The Black Keys are not your typical rock stars. It’s no wonder critics have deemed them the Clark Kent and Peter Parker of the rock scene. Dan Auerbach (vocals and guitar) and Patrick Carney (drums) may look ordinary from the outside, but once they start to jam, you are suddenly transported into some kind of twisted spaghetti western you’ll want to stay in.
Their seventh album together, El Camino, is the Keys’ much anticipated follow-up to 2010’s Brothers, the album that earned them three Grammy Awards, including Best Alternative Music Album. Suddenly, The Black Keys were the soundtrack of pretty much every movie that came out in 2011 (think The Dilemma and Limitless, among others), as well as at least one beer ad (Molson M features “Tighten Up”). And with El Camino they strike again.
The first single, “Lonely Boy,” is a delicious melange of rock and soul that you won’t be able to get enough of. The lyrics are rather sombre (“So you tore my heart out / And I don’t mind bleeding/ Any old time you keep me waiting”) but an energetic “oh-oh-oh I gotta love that keeps me waiting” propels the song into catchy rock heaven. Loneliness never sounded so appealing and most importantly, so fun.

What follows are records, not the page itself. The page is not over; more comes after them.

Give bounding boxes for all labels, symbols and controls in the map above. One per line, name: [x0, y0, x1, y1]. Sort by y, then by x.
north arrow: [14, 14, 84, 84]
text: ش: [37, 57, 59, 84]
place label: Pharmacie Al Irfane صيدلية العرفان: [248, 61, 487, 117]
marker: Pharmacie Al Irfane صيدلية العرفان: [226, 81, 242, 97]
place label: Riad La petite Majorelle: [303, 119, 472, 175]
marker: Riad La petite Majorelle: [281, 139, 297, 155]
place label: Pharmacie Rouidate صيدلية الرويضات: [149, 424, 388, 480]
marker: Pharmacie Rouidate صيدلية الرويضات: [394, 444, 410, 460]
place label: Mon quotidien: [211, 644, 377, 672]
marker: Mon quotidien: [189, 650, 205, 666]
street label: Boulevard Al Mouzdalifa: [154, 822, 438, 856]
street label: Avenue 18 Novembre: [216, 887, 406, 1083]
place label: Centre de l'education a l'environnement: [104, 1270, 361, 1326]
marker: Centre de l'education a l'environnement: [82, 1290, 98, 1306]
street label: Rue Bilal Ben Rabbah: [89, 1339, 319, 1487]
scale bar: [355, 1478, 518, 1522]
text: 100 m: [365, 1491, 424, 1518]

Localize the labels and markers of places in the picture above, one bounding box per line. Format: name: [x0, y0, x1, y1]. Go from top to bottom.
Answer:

The theme of loneliness is persistent throughout El Camino, but it is a celebration rather than a lament. “Lonely Boy” is followed up by “Dead and Gone,” in which Auerbach sings “After every word you say / I’m feeling dead and gone.” It’s a hard-and-heavy piece, softened by the singer’s trademark moan. Patrick Carney’s drumsticks know their way around Auerbach’s beat-up howl and turn a song about a broken heart into a thumping garage anthem.
The album continues on a high with “Gold on the Ceiling,” which begins with that very familiar buzz that you heard on Brothers’ “Howlin’ For You.” The song is part rock, part gospel, and includes back-up female vocals.
“Little Black Submarines” begins as a smoky ballad, which sounds a lot like the stuff Auerbach wrote for his solo album Keep it Hid back in 2009. “A broken heart is blind,” he laments just before the song lifts itself up and Carney once again provides it with solid drums.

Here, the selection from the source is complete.